If GST is underpaid, unpaid, or paid late, an interest rate of 18% is levied on the dealer. Additionally, a penalty is imposed, which is the higher of Rs. 10,000 or 10% of the tax short-paid or unpaid.

B. GST Refunds

What is a GST Refund?

A GST refund typically arises when the amount of GST paid surpasses the actual GST liability. The GST framework features a standardized, online refund claim process with defined time limits to ensure clarity and efficiency.

When Can a Refund be Claimed?

Various circumstances permit a GST refund claim, including:

  • Excess tax payment due to errors or omissions.
  • Export of goods or services (including deemed exports) under a claim of rebate or refund.
  • Accumulation of ITC because the output supplies are tax-exempt or nil-rated.
  • Refund of tax paid on purchases made by Embassies or UN bodies.
  • Tax refunds for international tourists.
  • Finalization of provisional assessments.

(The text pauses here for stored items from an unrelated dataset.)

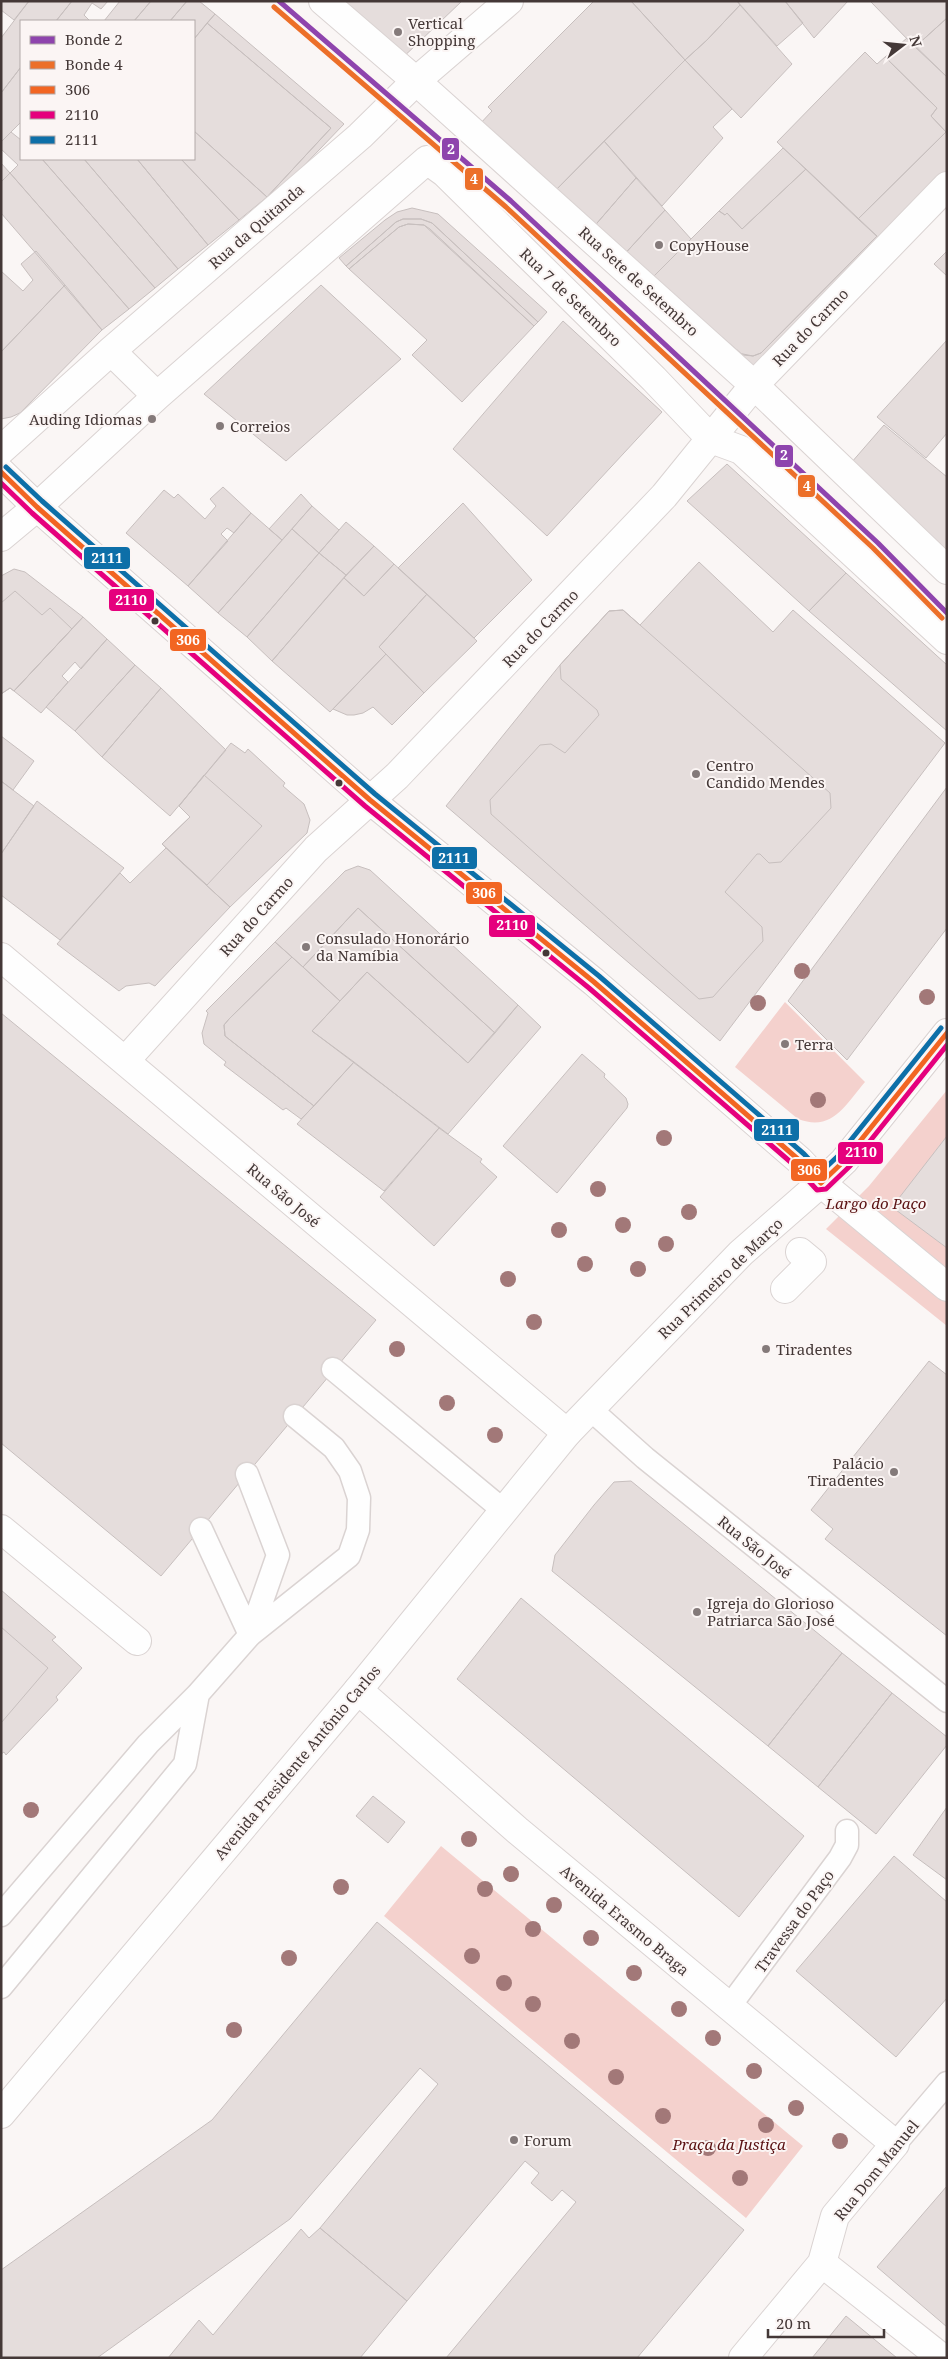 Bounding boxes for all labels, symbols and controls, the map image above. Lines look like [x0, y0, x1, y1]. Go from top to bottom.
place label: Vertical Shopping [408, 13, 475, 50]
legend [20, 20, 195, 160]
north arrow [878, 20, 928, 70]
marker: Vertical Shopping [392, 26, 404, 38]
text: Bonde 2 [65, 29, 123, 49]
text: N [905, 33, 927, 49]
text: Bonde 4 [65, 54, 123, 74]
text: 306 [65, 79, 90, 99]
text: 2110 [65, 104, 99, 124]
text: 2111 [65, 129, 99, 149]
line badge: 2 [441, 137, 460, 161]
text: 2 [447, 139, 455, 158]
line badge: 4 [464, 167, 484, 191]
text: 4 [470, 169, 478, 188]
street label: Rua da Quitanda [204, 179, 308, 273]
street label: Rua Sete de Setembro [575, 222, 703, 340]
place label: CopyHouse [669, 235, 749, 255]
marker: CopyHouse [653, 239, 665, 251]
street label: Rua 7 de Setembro [516, 243, 626, 351]
street label: Rua do Carmo [768, 284, 852, 370]
place label: Auding Idiomas [29, 409, 142, 429]
marker: Auding Idiomas [146, 413, 158, 425]
place label: Correios [230, 416, 290, 436]
marker: Correios [214, 420, 226, 432]
line badge: 2 [774, 444, 794, 468]
text: 2 [780, 445, 788, 464]
line badge: 4 [797, 474, 816, 498]
text: 4 [803, 476, 811, 495]
line badge: 2111 [83, 546, 131, 570]
text: 2111 [91, 548, 123, 567]
street label: Rua do Carmo [498, 585, 582, 671]
line badge: 2110 [108, 588, 155, 612]
text: 2110 [115, 590, 147, 609]
unlabelled marker [150, 616, 160, 626]
line badge: 306 [169, 628, 207, 652]
text: 306 [176, 630, 200, 649]
place label: Centro Candido Mendes [706, 755, 825, 792]
marker: Centro Candido Mendes [690, 768, 702, 780]
unlabelled marker [334, 778, 344, 788]
line badge: 2111 [431, 846, 478, 870]
text: 2111 [438, 848, 470, 867]
street label: Rua do Carmo [215, 872, 297, 960]
line badge: 306 [465, 881, 503, 905]
text: 306 [472, 883, 496, 902]
line badge: 2110 [488, 914, 536, 938]
text: 2110 [496, 915, 528, 934]
place label: Consulado Honorário da Namíbia [316, 928, 469, 965]
marker: Consulado Honorário da Namíbia [300, 941, 312, 953]
unlabelled marker [541, 948, 551, 958]
place label: Terra [795, 1034, 834, 1054]
marker: Terra [779, 1038, 791, 1050]
line badge: 2111 [753, 1118, 800, 1142]
text: 2111 [761, 1120, 793, 1139]
line badge: 2110 [837, 1141, 884, 1165]
text: 2110 [845, 1142, 877, 1161]
line badge: 306 [790, 1158, 828, 1182]
street label: Rua São José [243, 1159, 325, 1231]
text: 306 [797, 1160, 821, 1179]
park label: Largo do Paço [825, 1193, 926, 1213]
street label: Rua Primeiro de Março [653, 1213, 787, 1343]
place label: Tiradentes [776, 1339, 852, 1359]
marker: Tiradentes [760, 1343, 772, 1355]
place label: Palácio Tiradentes [808, 1453, 884, 1490]
marker: Palácio Tiradentes [888, 1466, 900, 1478]
street label: Rua São José [714, 1511, 796, 1583]
place label: Igreja do Glorioso Patriarca São José [707, 1593, 835, 1630]
marker: Igreja do Glorioso Patriarca São José [691, 1606, 703, 1618]
street label: Avenida Presidente Antônio Carlos [210, 1660, 385, 1864]
street label: Avenida Erasmo Braga [557, 1860, 693, 1980]
street label: Travessa do Paço [750, 1866, 838, 1976]
street label: Rua Dom Manuel [829, 2115, 923, 2224]
place label: Forum [524, 2130, 572, 2150]
marker: Forum [508, 2134, 520, 2146]
park label: Praça da Justiça [671, 2134, 786, 2154]
scale bar [768, 2306, 884, 2338]
text: 20 m [776, 2313, 811, 2333]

How to Calculate GST Refund?

Consider a straightforward example of excess tax payment: Mr. B's GST liability for September was Rs 50,000, but he mistakenly paid Rs 5 lakh. Mr. B has an excess payment of Rs 4.5 lakh, which he can claim as a refund. The deadline for claiming this refund is two years from the date of payment.

What is the Time Limit for Claiming the Refund?

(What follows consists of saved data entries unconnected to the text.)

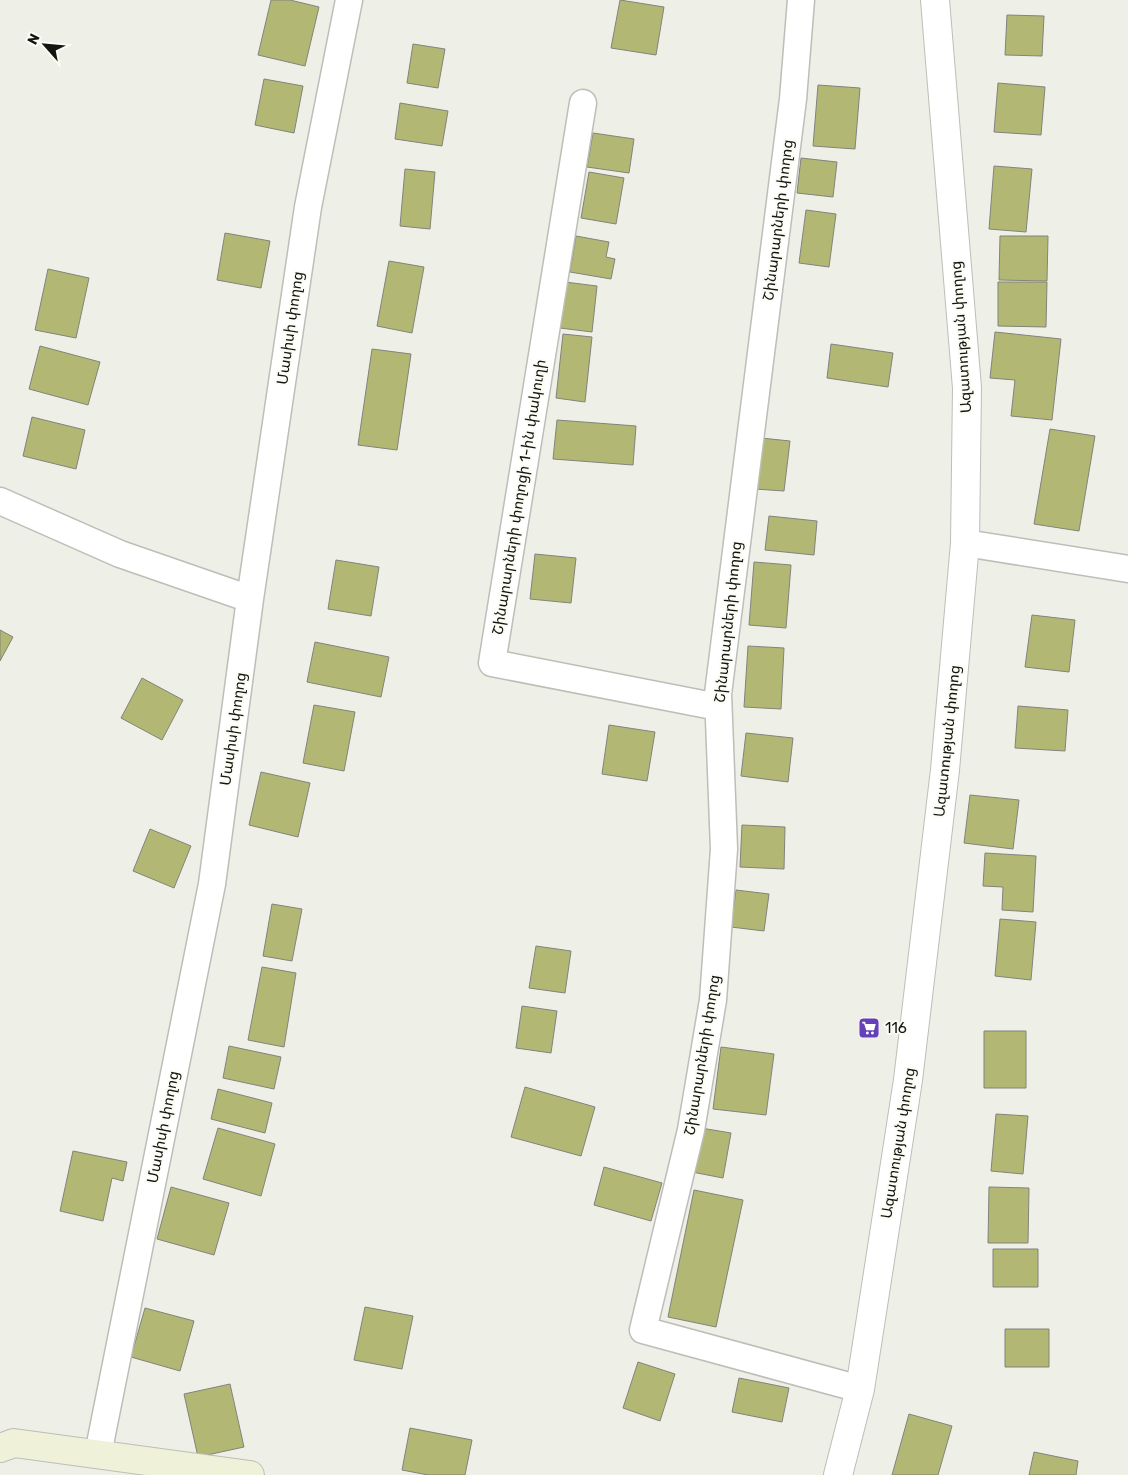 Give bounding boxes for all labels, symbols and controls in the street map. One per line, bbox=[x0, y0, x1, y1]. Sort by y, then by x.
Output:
north arrow bbox=[20, 20, 70, 70]
text: N bbox=[24, 31, 44, 48]
street label: Շինարարների փողոց bbox=[759, 138, 797, 302]
street label: Ազատության փողոց bbox=[947, 260, 975, 414]
street label: Մասիսի փողոց bbox=[273, 270, 307, 386]
street label: Շինարարների փողոցի 1-ին փակուղի bbox=[488, 358, 550, 636]
street label: Շինարարների փողոց bbox=[711, 540, 745, 704]
street label: Ազատության փողոց bbox=[930, 664, 964, 818]
street label: Մասիսի փողոց bbox=[216, 671, 250, 787]
street label: Շինարարների փողոց bbox=[680, 973, 724, 1137]
supermarket icon: 116 bbox=[857, 1016, 881, 1040]
place label: 116 bbox=[885, 1019, 907, 1037]
street label: Ազատության փողոց bbox=[877, 1066, 919, 1220]
street label: Մասիսի փողոց bbox=[143, 1069, 183, 1185] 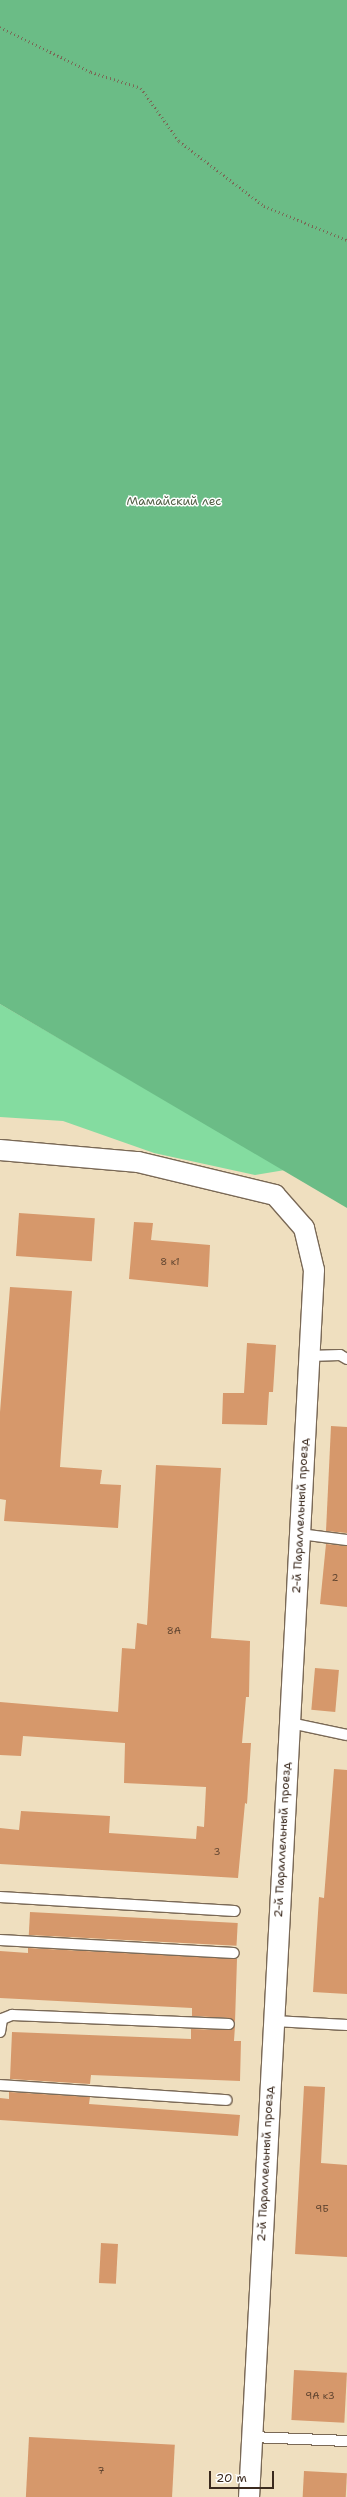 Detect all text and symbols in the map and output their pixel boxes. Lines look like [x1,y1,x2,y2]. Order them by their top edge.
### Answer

The time limit for claiming a refund is two years from the relevant date, which varies depending on the case. Below are relevant dates for some common scenarios:

Reason for claiming GST RefundRelevant Date
Excess payment of GSTDate of payment
Export or deemed export of goods or servicesDate of despatch/loading/passing the frontier
ITC accumulates as output is tax exempt or nil-ratedLast date of financial year to which the credit belongs
Finalisation of provisional assessmentDate on which tax is adjusted

Furthermore, if a refund payment is delayed by the government, interest at 24% per annum is payable.

How to Claim GST Refund?

The refund application must be submitted in Form RFD-01 within two years from the relevant date. The form also requires certification by a Chartered Accountant.

Further Reading

Frequently Asked Questions

What is the primary difference between CGST, SGST, and IGST?
CGST (Central GST) and SGST (State GST) are levied on transactions within the same state, with revenue split between the central and state governments. IGST (Integrated GST) is applied to interstate transactions and imports, collected by the central government, which then apportions the state's share.
Can Input Tax Credit (ITC) be used to pay all types of GST liabilities?
No, ITC can primarily be used to offset the output tax liability (CGST, SGST, IGST). It cannot be utilized to pay for interest, penalties, or late fees, which must be paid in cash.
What are the consequences of delayed or non-payment of GST?
Delayed or non-payment of GST incurs an interest charge of 18% per annum. Additionally, a penalty is imposed, which is the higher of Rs. 10,000 or 10% of the tax amount that was short-paid or unpaid.
In what situations might a taxpayer be eligible for a GST refund?
Taxpayers may be eligible for a GST refund in various situations, including excess tax payment due to error, export of goods or services, accumulation of ITC on tax-exempt or nil-rated supplies, tax paid on purchases by embassies or UN bodies, and the finalization of provisional assessments.
What is the general time limit for claiming a GST refund in India?
Generally, a GST refund must be claimed within two years from the 'relevant date.' This relevant date varies depending on the specific reason for the refund claim, such as the date of payment for excess tax or the date of dispatch for exports.